Accanimento Terapeutico -Le definizioni
Già Pio XII, nel 1957, si era espresso in modo esplicito in merito all’accanimento terapeutico e aveva affermato che esiste il dovere di «adottare le cure necessarie per conservare la vita e la salute… Ma esso non obbliga, generalmente, che all’impiego dei mezzi ordinari (secondo le circostanze di persone, di luoghi, di tempo e di cultura), ossia di quei mezzi che non impongono un onere straordinario per se stessi e per gli altri».
Un primo elemento, quindi, che può costituire parte dei criteri per definire l’accanimento è il ricorso a “mezzi straordinari”.
Altre definizioni sottolineano la documentata inefficacia del trattamento in relazione all’obiettivo da raggiungere (donare all’ammalato quantità e qualità di vita) e, in aggiunta, la sua possibile gravosità per il paziente. Altri ancora pongono l’accento sulla caratteristica ostinazione a perseguire risultati parziali a scapito del bene complessivo del malato.
Abel, nel Nuovo dizionario di bioetica, traduce il termine accanimento terapeutico, anche se ormai reso popolare dai mass-media, con il termine distanasia (parola che deriva dal greco antico e che può tradursi in “morte difficile, travagliata”) per mettere in risalto l’utilizzo di trattamenti che hanno solo lo scopo di prolungare la vita biologica del paziente. Il termine accanimento ha in sé una connotazione negativa (causare danno in modo intenzionale) e ciò non sempre risponde al vero, poiché molti medici pensano di agire per il bene del paziente. La Commissione giustizia del Senato della Repubblica italiana ha recentemente definito l’accanimento terapeutico come «ogni trattamento praticato senza alcuna ragionevole possibilità di un vitale recupero organico funzionale».
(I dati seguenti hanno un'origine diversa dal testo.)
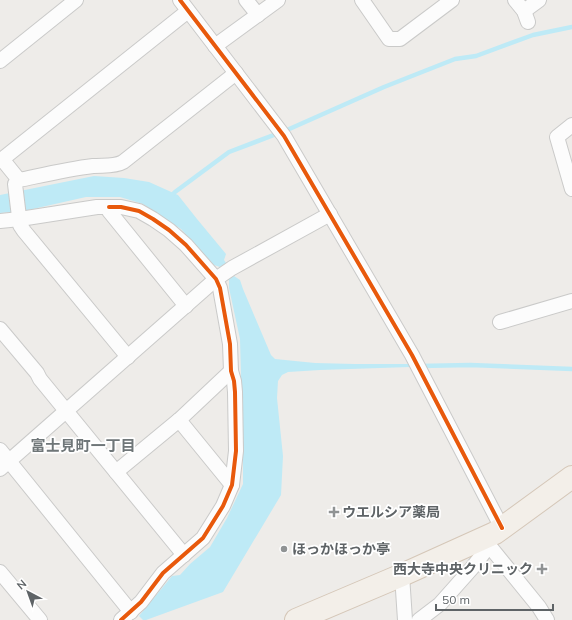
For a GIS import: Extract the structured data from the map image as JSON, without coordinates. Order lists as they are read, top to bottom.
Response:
{
  "districts": ["富士見町一丁目"],
  "places": {
    "health": ["ウエルシア薬局", "西大寺中央クリニック"],
    "other": ["ほっかほっか亭"]
  },
  "scale_bar": "50 m",
  "north": "top left"
}
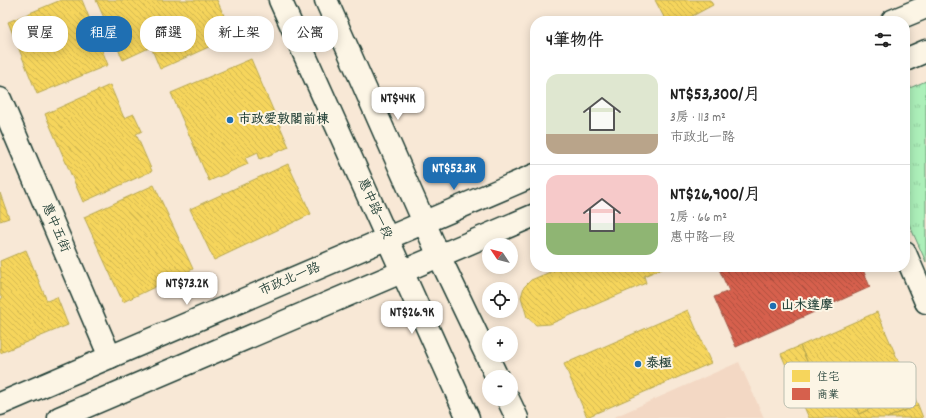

Una definizione che tiene conto di molti degli elementi succitati afferma che l’accanimento terapeutico è «l’ostinazione in trattamenti futili, da cui cioè non si possa ragionevolmente attendere un beneficio per la salute e/o un miglioramento della qualità della vita, oppure un trattamento i cui possibili benefici non siano proporzionati alla gravosità dei mezzi utilizzati specie quando tali mezzi siano straordinari» (Proposta di linee-guida per l’astensione dall’accanimento terapeutico nella pratica neonatologica, Università Cattolica, Roma, 2006). Quest’ultima definizione contribuisce a completare i criteri che consentono di definire il termine proporzione inteso come relazione tra cura e obiettivo della cura. Accanimento terapeutico e proporzionalità-sproporzionalità di cura, secondo alcuni autori, sono sostanzialmente equivalenti.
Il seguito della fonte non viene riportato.